─── THE DATA ───
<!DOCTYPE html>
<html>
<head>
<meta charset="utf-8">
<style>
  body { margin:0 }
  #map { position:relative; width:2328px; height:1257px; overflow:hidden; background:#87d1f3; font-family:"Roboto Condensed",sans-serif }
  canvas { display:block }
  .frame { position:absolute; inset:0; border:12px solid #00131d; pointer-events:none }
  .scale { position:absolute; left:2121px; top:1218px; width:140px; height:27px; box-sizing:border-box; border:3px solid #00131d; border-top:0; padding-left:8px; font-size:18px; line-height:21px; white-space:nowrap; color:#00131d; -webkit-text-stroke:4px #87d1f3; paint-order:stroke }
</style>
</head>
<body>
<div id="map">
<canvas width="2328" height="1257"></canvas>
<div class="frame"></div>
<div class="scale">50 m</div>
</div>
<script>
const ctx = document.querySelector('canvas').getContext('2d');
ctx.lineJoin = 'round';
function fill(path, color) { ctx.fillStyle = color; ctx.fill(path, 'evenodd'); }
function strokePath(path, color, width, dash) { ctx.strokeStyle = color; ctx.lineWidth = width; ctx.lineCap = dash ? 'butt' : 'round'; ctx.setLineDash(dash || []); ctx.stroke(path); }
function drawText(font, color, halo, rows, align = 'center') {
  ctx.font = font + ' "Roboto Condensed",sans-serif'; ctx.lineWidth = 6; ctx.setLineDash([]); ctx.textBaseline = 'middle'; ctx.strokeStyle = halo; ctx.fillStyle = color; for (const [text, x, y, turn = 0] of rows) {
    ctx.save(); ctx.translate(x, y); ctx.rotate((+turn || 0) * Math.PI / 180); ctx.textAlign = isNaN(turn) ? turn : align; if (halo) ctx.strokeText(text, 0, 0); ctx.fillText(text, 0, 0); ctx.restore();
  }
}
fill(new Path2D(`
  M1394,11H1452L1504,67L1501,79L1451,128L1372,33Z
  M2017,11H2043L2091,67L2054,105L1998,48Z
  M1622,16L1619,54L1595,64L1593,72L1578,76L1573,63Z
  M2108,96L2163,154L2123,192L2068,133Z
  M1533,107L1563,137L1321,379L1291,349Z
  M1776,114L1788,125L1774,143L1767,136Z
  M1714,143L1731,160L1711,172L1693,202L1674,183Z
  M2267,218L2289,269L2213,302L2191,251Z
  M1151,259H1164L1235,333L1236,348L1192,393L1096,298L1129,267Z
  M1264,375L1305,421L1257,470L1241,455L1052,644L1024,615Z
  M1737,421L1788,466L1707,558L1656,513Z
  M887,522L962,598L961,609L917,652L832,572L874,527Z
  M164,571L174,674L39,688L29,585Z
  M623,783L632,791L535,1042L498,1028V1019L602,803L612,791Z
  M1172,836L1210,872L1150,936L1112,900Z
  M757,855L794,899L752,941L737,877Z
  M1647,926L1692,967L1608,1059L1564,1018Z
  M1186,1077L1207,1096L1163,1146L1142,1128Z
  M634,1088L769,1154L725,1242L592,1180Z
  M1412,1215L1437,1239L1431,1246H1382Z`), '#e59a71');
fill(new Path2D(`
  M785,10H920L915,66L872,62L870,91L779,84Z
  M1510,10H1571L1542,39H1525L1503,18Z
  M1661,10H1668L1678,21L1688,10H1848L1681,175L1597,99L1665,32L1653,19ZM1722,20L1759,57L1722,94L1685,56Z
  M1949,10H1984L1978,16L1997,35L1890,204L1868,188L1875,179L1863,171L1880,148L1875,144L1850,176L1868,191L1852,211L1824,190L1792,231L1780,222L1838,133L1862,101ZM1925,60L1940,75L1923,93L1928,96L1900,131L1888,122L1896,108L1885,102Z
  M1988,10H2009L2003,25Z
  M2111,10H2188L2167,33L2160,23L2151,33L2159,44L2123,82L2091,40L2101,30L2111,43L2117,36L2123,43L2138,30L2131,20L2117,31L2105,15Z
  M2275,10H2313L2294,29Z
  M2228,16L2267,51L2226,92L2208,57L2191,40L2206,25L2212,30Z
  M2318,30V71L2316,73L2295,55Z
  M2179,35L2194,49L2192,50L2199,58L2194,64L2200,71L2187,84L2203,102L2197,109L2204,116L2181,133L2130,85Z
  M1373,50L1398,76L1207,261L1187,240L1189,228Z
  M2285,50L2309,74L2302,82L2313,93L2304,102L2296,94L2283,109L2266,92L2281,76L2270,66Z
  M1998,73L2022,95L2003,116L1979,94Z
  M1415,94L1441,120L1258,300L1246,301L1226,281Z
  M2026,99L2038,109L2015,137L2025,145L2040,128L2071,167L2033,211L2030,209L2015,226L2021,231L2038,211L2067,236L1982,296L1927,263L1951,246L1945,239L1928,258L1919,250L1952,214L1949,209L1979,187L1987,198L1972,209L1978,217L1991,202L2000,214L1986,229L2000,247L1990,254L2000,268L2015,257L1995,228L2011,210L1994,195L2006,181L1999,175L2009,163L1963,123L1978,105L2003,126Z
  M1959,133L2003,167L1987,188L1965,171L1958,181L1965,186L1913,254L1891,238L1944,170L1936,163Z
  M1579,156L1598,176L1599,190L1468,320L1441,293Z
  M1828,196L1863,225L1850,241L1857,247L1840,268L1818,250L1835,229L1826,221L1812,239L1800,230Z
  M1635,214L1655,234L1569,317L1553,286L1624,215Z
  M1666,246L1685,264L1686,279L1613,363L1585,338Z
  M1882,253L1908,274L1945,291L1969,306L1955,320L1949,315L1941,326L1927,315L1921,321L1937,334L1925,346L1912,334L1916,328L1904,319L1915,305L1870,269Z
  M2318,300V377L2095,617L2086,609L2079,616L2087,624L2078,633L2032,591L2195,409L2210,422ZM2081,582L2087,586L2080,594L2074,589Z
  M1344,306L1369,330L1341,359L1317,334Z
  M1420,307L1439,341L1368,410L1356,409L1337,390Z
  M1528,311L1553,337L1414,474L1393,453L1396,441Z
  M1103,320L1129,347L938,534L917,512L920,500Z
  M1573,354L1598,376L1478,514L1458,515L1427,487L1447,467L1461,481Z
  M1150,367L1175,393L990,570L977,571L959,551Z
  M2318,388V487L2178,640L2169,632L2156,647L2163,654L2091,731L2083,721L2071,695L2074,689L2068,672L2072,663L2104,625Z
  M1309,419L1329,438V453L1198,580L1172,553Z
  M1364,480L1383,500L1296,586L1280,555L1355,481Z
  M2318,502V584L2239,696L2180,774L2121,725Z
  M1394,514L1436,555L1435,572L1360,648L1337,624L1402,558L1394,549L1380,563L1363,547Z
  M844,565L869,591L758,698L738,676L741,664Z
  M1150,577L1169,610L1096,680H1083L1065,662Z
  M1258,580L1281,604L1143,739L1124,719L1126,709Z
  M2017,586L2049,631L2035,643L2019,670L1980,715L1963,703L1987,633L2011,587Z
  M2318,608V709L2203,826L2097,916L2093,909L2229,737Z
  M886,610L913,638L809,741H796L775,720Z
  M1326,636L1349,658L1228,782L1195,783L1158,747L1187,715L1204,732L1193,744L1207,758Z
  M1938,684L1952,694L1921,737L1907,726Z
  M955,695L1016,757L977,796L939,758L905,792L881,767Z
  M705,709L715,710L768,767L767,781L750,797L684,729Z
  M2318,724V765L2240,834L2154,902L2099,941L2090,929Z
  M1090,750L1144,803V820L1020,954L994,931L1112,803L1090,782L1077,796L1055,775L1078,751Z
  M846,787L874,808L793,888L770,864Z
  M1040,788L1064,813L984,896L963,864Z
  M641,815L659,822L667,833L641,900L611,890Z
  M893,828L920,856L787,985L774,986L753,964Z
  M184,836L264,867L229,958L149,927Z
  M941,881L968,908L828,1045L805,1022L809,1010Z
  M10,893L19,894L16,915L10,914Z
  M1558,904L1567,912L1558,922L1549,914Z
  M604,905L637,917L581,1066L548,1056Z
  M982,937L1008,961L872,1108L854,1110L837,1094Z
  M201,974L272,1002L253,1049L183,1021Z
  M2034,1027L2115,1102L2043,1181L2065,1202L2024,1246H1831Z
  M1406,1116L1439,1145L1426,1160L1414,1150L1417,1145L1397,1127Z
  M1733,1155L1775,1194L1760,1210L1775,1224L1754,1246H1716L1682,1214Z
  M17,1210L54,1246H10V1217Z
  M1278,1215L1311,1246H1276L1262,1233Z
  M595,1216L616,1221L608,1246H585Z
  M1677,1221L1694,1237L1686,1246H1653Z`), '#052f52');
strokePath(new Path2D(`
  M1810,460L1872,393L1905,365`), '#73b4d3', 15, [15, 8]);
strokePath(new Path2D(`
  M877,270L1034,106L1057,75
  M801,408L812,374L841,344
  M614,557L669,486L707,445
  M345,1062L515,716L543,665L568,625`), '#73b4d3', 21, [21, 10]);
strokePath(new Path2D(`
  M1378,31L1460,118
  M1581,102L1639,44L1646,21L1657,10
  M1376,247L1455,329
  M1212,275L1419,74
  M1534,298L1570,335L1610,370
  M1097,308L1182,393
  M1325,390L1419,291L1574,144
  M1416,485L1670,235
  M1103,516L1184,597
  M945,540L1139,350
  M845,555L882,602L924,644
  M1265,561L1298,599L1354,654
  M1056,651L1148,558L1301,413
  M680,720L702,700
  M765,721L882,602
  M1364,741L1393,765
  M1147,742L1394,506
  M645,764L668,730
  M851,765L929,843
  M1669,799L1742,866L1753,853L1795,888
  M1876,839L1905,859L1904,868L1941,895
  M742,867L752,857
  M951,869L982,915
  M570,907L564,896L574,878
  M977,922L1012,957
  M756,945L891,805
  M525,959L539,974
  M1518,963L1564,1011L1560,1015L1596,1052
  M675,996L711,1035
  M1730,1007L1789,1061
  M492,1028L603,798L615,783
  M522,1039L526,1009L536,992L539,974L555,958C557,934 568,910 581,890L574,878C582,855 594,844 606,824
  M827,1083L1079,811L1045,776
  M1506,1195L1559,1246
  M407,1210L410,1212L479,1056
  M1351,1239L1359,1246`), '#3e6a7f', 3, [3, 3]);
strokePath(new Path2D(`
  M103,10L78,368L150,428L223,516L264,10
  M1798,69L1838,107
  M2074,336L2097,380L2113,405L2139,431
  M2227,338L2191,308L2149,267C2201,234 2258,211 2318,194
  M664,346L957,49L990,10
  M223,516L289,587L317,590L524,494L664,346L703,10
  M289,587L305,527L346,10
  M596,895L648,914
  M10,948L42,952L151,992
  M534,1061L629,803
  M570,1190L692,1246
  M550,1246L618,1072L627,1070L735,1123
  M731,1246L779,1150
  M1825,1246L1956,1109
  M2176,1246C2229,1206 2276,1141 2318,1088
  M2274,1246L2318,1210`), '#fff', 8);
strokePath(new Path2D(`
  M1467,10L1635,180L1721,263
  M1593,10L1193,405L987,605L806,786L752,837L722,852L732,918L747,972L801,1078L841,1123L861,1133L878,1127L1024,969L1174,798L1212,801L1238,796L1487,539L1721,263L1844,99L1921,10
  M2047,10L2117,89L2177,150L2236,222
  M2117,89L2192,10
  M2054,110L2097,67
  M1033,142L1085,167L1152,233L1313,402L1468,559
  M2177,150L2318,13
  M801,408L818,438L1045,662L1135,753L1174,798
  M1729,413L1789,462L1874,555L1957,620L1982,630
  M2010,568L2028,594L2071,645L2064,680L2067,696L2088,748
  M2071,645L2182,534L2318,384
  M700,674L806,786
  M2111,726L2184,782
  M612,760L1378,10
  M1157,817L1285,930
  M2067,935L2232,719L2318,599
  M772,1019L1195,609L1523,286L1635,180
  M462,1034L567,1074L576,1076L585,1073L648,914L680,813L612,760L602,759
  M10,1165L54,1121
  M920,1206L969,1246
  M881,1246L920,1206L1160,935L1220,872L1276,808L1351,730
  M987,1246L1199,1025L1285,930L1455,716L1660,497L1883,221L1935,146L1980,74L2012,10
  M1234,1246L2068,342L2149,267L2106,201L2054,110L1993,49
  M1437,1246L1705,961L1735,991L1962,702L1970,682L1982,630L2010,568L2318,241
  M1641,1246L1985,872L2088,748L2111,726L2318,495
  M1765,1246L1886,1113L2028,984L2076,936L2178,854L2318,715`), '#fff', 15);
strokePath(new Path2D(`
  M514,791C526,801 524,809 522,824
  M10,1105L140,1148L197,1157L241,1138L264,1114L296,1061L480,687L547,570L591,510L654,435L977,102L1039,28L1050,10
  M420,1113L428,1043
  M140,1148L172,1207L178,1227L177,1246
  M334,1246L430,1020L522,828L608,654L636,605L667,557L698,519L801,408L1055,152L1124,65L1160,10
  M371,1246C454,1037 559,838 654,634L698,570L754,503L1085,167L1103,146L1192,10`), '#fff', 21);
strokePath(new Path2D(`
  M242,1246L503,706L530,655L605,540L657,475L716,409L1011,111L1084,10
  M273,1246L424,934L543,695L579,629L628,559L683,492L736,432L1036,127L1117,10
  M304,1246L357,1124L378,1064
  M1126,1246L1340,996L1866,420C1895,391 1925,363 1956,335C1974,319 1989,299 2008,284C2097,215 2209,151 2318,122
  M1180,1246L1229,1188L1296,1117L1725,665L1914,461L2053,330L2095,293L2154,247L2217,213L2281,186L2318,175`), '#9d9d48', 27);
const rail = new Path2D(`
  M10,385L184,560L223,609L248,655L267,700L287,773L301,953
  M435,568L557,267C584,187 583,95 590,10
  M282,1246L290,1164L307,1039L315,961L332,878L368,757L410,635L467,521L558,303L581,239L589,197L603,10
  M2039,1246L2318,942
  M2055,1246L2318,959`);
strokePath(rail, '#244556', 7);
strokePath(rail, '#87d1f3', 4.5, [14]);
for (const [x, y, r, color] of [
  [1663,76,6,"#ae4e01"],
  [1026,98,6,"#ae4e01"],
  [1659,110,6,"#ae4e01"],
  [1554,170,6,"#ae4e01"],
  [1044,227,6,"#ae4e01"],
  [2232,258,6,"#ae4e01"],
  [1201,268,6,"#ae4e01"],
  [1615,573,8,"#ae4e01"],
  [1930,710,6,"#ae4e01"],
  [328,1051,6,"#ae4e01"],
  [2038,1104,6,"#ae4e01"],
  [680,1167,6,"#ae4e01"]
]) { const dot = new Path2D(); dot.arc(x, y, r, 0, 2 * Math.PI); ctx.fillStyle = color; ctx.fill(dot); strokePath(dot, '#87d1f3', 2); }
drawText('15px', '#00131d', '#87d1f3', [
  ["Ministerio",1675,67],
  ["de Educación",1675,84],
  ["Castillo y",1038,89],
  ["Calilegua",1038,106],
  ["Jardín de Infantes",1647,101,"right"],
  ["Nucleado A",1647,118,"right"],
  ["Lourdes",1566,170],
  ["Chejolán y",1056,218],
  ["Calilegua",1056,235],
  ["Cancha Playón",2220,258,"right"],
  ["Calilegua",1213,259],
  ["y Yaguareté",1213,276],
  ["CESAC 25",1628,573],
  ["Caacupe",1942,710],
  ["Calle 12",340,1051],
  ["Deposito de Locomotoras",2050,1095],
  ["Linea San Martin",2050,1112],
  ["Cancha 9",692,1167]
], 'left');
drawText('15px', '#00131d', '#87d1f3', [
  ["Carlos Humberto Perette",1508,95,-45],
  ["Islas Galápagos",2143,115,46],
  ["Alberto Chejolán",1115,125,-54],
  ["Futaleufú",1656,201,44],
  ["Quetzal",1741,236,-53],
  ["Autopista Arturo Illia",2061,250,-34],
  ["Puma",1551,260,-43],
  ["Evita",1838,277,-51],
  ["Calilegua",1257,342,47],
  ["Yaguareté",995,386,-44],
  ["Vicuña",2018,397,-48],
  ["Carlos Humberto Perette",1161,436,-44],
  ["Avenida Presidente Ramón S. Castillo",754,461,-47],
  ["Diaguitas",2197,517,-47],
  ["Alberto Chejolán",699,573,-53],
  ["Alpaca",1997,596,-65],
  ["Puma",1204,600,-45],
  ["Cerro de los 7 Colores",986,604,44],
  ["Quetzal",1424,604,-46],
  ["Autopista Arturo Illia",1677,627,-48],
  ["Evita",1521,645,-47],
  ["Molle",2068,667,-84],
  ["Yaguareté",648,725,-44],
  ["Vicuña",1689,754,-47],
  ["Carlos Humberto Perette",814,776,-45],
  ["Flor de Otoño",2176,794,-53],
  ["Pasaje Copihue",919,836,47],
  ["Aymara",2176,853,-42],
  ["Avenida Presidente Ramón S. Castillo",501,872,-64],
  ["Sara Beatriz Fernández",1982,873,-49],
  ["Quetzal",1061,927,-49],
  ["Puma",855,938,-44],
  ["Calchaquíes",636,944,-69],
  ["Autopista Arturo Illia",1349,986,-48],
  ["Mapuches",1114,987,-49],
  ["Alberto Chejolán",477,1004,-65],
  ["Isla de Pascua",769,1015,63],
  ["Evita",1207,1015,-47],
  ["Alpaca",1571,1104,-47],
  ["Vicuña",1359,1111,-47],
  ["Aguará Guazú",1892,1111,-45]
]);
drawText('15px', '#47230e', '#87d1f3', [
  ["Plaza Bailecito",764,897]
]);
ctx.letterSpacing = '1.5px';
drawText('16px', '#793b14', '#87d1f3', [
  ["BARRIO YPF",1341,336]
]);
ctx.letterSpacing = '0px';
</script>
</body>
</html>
───
* TASK ITEM
Every line above that includes the string "setLineDash" should be counted, and the answer should be that number only.

* EXERCISE OUTPUT
2